The union’s president, Zegarzewski, went as far as to question the need for a union, saying that things have gone well in recent years.

The union is “a protection thing for ISAAC, it isn’t so much a political issue,” she said.

BETWEEN A ROCK AND A UNION-SPACE

The CEA has recently been running advertisements attacking Gov. Malloy’s education reform package, and making specific reference to the “siphoning of tax dollars away from our neighborhood schools,” which is a reference to increased funding for charter schools.

This strategy has put these unionized teachers in an odd place, stuck between their union and their schools.

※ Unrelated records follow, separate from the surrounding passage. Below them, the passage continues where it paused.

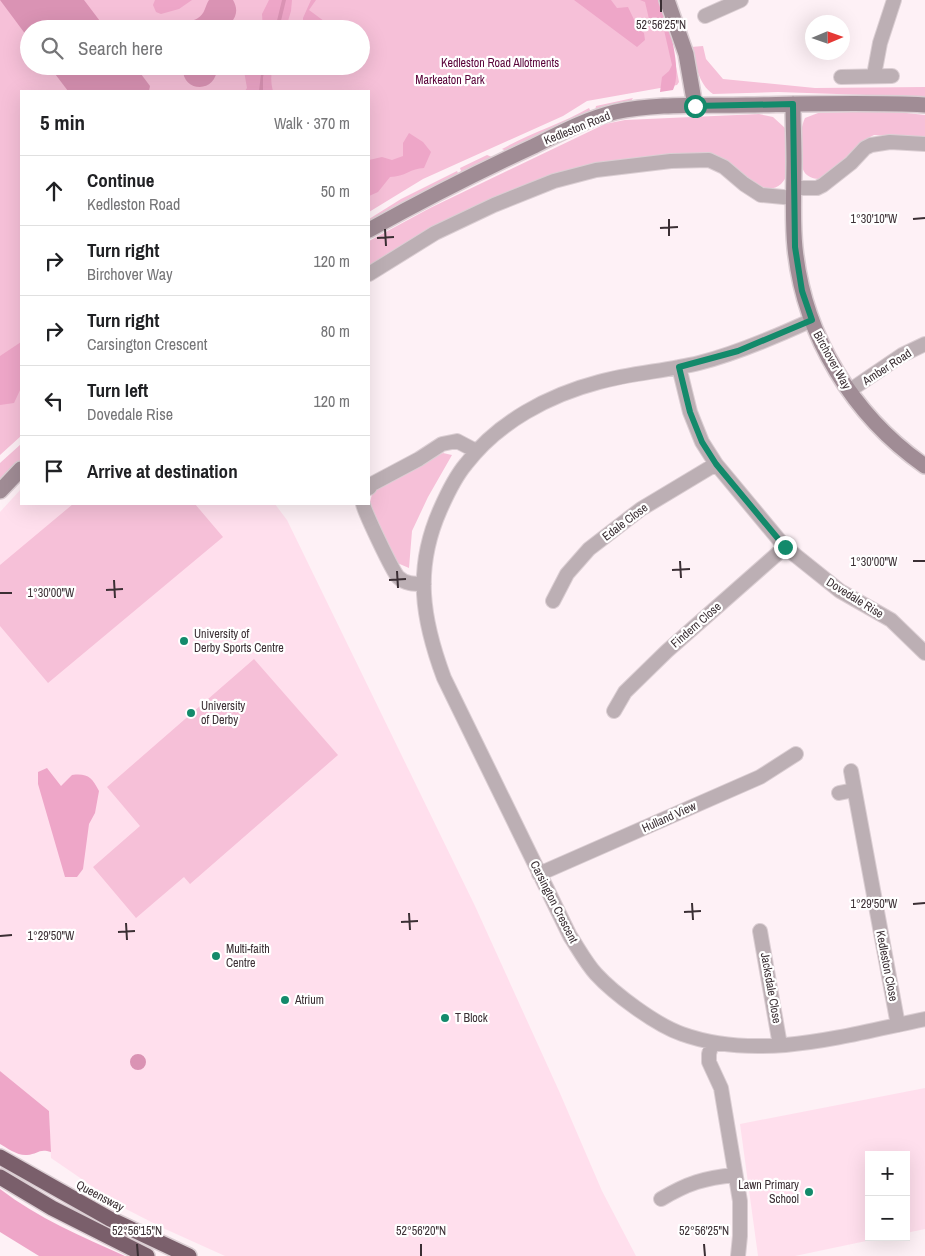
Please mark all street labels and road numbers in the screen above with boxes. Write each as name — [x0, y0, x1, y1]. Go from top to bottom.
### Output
street label: Kedleston Road — [542, 107, 612, 149]
street label: Birchover Way — [809, 328, 855, 392]
street label: Amber Road — [859, 345, 915, 389]
street label: Edale Close — [599, 500, 651, 544]
street label: Dovedale Rise — [823, 574, 887, 622]
street label: Findern Close — [667, 599, 725, 651]
street label: Hulland View — [639, 798, 699, 836]
street label: Carsington Crescent — [526, 858, 582, 946]
street label: Kedleston Close — [872, 929, 902, 1003]
street label: Jacksdale Close — [757, 951, 785, 1025]
street label: Queensway — [73, 1177, 127, 1215]

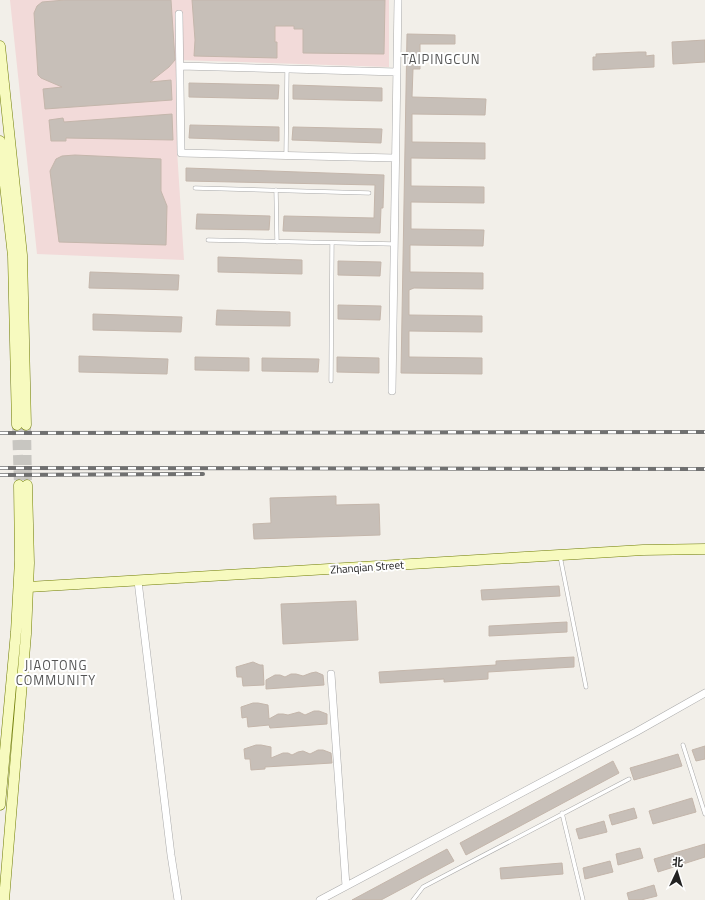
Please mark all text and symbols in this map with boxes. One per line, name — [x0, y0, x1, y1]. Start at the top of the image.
district label: TAIPINGCUN — [401, 49, 481, 69]
street label: Zhanqian Street — [330, 556, 404, 578]
district label: JIAOTONG COMMUNITY — [16, 655, 96, 690]
north arrow — [657, 852, 697, 892]
text: 北 — [672, 854, 684, 870]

“One of the pieces that I struggle with is that CEA is not always pro charter schools,” Osten said.

“It is a rub when I read [CEA talking points] and it talks anti-charter schools, because then I say ‘We’re a member of this,’” Morrone said.

For seventh- and eighth-grade math teacher Jason Deeble, who previously taught in Boston’s Jamaica Plain’s public schools, IDCS’s small size allows it to get lost in the education reform scuffle.

“We’re such a small sample that not too many people want to totally re-do the way they do things just for 300 kids at this school,” he said.

Does the fact of unionized charters exist change the CEA’s position on charters?

Mary Loftus Levine, executive director of the CEA, maintains a firm line.

“There is no minimizing the fact that our schools are being underfunded by the state to the tune of an estimated $750 million. Within that context, we cannot support taking money from cash-strapped neighborhood schools and giving it to charter schools. Our goal is to advocate for more money for all schools,” she said in an emailed response.